Landmark analyses of progression-free survival in the IRd and placebo-Rd arms, according to best-confirmed response: a from 6 months in patients achieving a partial response; b from 9 months in patients achieving at least a very-good partial response; and c summary of results and corresponding extended Cox models comparing patients who have not yet achieved best response, but who eventually will, to patients who have already achieved best response. CI confidence interval, HR hazard ratio, IRd ixazomib-lenalidomide-dexamethasone, NE not estimable, NR not reached, PFS progression-free survival, PR partial response, Rd lenalidomide-dexamethasone, VGPR very-good partial response. aA Cox proportional hazards model, adjusting for treatment and a time-varying covariate tracking whether patients have achieved PR or ≥VGPR at each timepoint; patients are not classified as ‘late’ or ‘early’ responders

The overall pattern of adverse events among early and late responders (Table S2) was consistent with the primary study report [7]. Achievement of late response, and prolonged duration of therapy, did not appear to affect the safety profile of IRd or placebo-Rd.

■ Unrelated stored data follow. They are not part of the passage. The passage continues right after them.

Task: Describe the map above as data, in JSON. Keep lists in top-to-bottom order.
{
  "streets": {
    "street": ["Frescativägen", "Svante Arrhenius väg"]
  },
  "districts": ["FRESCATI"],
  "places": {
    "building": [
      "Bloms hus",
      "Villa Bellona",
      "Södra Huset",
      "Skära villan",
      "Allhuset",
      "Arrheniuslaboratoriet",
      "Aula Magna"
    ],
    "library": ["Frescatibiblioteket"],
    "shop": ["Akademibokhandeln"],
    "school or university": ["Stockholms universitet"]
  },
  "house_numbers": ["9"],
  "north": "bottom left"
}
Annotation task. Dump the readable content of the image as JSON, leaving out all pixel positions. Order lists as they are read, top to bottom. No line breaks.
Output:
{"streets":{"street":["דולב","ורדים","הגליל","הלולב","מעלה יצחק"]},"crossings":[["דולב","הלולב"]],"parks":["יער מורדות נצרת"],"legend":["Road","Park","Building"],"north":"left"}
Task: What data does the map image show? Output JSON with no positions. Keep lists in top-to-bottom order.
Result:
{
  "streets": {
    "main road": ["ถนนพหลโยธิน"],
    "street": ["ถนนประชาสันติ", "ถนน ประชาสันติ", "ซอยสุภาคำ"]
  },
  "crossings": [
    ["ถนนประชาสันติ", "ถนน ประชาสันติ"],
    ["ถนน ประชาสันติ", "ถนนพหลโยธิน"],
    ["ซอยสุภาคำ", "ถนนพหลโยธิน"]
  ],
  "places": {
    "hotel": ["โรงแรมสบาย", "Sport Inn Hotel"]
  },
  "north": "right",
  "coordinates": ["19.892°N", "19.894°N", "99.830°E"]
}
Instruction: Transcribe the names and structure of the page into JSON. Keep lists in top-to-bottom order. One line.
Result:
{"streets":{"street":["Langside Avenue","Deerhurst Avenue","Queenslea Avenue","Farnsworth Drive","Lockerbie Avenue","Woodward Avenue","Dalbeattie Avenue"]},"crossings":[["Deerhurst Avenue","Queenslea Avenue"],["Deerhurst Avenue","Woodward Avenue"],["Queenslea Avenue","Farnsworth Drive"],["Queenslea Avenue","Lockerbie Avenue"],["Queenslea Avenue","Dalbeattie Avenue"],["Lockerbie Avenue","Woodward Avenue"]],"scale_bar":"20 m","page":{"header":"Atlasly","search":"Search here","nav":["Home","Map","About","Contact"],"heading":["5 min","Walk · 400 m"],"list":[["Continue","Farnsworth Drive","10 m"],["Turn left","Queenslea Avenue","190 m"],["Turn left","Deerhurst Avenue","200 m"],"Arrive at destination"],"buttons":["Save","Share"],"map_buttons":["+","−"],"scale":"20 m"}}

We have confirmed the previously described [1,2,3] association between depth of response and PFS in patients with RRMM. However, our findings also indicate that patients achieving a late ≥VGPR had significantly longer PFS and DOR than those achieving ≥VGPR early, with a similar trend seen for patients achieving late versus early PR. One possible hypothesis explaining this phenomenon may be that patients with indolent disease and lower tumor proliferation fraction would have a slower response to therapy, but more favorable long-term outcomes [5]. Although we have not identified any significant difference in baseline characteristics, including in LDH level, ISS stage, and cytogenetic risk, that would indicate a more proliferative tumor type among the early responders, further exploration may uncover relevant biological differences between the early and late responders.

While some clinicians may be tempted to change the course of therapy if only a PR was achieved by 4 months of treatment [4], our data indicate that achievement of ≥VGPR at later than 4 months would not be detrimental to overall outcomes. A challenge and direction for future research will be to predict which patients among those who have only achieved PR by 4 months will ultimately achieve a deep response, perhaps based on their M-protein trajectory or other baseline biological variables. Those patients in PR who are receiving doublet therapy could benefit from adding a third drug to improve depth of response. However, this approach was not studied in TOURMALINE-MM1; testing this hypothesis would require additional studies. The significantly improved rates of response with IRd versus placebo-Rd in TOURMALINE-MM1 were achieved through using the triplet regimen from the start of therapy [7]. Importantly, the longer treatment duration needed to achieve best response in late responders was not associated with an additional toxicity burden. Premature discontinuation of therapy due to ‘slow response’ should therefore be avoided, and patients should be encouraged to continue treatment until progression.